→ What to do:
Pick out each line of the records in which the word "rule" appears.

→ Data for review:
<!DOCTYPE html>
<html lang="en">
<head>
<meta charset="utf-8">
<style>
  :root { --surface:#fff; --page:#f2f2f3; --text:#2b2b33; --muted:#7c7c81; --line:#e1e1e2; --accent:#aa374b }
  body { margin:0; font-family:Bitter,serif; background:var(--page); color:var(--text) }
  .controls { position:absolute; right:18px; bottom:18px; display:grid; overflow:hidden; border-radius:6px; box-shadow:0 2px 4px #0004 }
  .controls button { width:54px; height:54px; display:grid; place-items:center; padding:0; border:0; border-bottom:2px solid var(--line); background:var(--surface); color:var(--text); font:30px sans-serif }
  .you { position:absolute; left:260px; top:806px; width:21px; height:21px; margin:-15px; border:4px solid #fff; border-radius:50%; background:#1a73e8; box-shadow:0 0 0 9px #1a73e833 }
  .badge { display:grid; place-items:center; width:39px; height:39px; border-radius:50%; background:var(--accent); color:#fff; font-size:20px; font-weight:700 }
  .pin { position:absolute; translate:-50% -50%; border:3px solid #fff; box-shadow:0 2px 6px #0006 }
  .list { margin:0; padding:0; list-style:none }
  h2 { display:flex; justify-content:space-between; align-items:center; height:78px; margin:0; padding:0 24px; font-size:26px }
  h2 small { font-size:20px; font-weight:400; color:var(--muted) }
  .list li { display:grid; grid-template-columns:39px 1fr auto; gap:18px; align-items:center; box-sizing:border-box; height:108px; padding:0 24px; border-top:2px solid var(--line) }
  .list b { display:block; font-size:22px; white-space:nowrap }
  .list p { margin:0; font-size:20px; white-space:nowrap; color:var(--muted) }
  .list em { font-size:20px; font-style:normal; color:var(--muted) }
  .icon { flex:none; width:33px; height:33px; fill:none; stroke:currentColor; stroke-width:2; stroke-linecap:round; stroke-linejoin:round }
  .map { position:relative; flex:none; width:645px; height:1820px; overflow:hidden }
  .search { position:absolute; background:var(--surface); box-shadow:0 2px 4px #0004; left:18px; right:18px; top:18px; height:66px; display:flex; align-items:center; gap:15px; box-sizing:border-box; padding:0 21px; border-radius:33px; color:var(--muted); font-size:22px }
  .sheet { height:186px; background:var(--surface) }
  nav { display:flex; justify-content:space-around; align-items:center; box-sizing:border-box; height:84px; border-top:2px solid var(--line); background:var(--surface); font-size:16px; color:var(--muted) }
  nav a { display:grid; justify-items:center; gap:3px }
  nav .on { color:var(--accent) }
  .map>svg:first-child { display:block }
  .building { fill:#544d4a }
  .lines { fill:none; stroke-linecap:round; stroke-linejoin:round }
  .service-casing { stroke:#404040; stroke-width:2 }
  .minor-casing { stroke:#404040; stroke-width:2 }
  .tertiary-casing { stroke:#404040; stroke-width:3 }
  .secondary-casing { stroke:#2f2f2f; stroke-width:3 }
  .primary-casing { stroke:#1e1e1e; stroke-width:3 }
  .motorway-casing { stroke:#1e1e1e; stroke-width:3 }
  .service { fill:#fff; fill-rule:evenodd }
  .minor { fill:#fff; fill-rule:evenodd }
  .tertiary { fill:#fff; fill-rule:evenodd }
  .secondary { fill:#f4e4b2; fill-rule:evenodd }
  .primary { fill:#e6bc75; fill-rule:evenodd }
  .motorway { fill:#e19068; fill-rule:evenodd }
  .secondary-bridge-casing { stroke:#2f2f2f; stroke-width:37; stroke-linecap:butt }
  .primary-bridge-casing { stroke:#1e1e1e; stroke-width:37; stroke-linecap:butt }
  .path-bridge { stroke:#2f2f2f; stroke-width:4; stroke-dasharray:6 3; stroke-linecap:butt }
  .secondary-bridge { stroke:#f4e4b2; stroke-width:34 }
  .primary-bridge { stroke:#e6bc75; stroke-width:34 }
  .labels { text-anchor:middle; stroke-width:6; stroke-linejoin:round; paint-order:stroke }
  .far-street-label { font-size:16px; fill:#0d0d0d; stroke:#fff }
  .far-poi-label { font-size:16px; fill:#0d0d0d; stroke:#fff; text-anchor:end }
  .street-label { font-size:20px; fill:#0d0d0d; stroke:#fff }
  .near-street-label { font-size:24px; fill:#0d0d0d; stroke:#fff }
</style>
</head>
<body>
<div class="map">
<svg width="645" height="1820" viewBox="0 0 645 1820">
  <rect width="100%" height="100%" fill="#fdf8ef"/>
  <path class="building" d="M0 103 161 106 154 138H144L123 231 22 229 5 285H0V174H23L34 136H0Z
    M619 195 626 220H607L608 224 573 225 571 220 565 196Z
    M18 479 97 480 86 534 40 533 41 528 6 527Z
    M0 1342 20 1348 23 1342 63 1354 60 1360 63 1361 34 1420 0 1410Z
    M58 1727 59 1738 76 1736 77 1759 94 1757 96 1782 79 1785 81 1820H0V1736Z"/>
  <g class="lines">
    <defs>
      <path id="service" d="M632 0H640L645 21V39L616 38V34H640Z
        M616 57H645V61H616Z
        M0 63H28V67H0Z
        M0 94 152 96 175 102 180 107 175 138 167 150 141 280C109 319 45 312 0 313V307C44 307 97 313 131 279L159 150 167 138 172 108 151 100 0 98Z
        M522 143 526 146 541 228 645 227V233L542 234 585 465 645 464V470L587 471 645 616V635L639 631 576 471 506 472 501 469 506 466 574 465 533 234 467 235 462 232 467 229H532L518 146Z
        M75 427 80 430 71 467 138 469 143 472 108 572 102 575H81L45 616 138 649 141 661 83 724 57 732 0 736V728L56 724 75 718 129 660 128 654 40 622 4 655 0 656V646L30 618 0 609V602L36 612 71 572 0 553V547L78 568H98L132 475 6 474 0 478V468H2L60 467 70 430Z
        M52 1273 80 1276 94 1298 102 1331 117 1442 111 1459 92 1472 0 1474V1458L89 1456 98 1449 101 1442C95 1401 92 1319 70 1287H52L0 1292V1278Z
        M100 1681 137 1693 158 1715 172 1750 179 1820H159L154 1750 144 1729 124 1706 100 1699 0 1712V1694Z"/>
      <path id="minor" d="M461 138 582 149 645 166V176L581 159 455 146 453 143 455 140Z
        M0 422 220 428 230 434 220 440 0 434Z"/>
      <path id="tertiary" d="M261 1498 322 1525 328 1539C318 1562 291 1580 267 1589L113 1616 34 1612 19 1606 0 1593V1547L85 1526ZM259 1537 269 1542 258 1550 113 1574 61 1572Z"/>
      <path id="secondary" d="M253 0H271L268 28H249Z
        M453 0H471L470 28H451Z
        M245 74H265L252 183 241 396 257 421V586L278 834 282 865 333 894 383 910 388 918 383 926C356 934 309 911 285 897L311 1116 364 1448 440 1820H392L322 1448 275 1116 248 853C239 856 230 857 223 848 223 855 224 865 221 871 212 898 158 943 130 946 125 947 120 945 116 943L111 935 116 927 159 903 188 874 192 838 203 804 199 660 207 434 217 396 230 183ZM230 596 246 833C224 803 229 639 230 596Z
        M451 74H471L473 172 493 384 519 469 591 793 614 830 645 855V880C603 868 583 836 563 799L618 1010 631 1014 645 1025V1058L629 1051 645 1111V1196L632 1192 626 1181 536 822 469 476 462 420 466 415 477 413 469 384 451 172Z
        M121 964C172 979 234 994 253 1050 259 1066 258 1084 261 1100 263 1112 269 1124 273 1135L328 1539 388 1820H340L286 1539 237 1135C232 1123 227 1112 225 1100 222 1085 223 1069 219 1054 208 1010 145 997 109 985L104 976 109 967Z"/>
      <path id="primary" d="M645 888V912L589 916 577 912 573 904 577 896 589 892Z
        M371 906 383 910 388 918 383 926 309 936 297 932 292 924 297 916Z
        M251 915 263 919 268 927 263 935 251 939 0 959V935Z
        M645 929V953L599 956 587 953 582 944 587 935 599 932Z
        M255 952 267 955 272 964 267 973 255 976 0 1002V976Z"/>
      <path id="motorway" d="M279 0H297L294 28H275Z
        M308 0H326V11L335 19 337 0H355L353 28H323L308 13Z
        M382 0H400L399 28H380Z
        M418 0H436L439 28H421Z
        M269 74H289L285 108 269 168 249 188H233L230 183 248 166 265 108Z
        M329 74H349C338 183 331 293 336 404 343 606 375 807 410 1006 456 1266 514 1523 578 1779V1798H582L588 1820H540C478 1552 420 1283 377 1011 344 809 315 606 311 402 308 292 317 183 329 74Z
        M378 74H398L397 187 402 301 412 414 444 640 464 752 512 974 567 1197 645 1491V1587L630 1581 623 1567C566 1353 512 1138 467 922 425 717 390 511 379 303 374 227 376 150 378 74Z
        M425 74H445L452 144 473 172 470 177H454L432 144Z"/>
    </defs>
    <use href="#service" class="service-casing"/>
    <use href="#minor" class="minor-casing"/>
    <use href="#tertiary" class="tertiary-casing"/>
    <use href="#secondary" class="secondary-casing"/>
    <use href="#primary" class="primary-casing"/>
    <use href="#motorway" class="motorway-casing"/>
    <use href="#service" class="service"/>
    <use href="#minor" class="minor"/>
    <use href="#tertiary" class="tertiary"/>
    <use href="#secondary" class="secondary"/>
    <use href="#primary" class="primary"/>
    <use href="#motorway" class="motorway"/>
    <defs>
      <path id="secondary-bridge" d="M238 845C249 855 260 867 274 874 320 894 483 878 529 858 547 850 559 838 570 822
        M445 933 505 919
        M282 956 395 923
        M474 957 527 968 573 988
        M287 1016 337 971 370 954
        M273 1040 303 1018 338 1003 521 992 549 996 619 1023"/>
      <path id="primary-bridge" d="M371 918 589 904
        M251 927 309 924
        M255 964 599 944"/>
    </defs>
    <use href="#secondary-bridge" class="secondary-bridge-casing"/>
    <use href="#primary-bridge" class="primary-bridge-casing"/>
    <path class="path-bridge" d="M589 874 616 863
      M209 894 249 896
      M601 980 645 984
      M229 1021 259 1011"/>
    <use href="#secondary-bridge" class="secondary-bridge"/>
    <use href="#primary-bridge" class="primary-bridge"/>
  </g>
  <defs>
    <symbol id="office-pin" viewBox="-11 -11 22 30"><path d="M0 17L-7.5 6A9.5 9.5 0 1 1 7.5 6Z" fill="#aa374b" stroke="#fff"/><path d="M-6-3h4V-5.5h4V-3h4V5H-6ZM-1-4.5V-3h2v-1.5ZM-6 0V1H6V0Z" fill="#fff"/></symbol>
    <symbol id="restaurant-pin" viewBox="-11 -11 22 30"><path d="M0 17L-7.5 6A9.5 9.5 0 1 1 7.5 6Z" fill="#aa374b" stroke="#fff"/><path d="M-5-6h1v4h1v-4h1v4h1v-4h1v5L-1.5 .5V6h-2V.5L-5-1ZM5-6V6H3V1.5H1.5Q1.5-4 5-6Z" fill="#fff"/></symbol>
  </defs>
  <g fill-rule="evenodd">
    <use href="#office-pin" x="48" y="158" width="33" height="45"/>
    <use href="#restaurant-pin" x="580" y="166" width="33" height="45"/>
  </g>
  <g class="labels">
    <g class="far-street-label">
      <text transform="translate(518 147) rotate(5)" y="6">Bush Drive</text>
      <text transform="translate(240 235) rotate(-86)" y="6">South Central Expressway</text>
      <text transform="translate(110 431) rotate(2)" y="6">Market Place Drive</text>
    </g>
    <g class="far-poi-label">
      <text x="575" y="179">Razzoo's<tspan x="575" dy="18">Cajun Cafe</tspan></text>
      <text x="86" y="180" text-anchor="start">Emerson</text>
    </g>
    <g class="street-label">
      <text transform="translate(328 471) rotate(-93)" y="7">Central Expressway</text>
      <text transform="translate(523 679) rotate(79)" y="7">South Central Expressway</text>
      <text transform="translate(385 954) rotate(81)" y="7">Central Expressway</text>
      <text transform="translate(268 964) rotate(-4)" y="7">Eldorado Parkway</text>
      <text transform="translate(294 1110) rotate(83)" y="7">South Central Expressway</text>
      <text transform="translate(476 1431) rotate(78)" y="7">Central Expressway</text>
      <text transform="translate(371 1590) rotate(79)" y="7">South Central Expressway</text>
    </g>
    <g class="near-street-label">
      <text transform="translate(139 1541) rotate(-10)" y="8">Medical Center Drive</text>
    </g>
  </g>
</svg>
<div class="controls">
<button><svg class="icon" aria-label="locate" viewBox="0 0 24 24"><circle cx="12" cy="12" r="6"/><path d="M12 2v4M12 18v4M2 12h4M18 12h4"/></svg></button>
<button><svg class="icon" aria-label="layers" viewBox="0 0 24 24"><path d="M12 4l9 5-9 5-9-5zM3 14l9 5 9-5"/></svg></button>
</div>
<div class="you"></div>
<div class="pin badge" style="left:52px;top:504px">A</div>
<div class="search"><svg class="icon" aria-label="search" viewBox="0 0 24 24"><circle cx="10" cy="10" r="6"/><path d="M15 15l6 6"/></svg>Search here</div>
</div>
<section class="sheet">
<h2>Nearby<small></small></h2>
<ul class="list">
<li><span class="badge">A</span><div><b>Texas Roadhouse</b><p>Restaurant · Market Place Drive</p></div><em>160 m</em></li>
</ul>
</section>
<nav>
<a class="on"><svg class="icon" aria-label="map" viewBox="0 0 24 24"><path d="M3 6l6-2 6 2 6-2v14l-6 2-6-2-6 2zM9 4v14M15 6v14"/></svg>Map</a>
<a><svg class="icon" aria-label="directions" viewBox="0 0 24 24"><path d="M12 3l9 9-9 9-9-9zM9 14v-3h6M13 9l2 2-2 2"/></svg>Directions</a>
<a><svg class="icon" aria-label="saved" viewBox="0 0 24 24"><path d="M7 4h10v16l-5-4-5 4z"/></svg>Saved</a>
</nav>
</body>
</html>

→ Task response:
  .service { fill:#fff; fill-rule:evenodd }
  .minor { fill:#fff; fill-rule:evenodd }
  .tertiary { fill:#fff; fill-rule:evenodd }
  .secondary { fill:#f4e4b2; fill-rule:evenodd }
  .primary { fill:#e6bc75; fill-rule:evenodd }
  .motorway { fill:#e19068; fill-rule:evenodd }
  <g fill-rule="evenodd">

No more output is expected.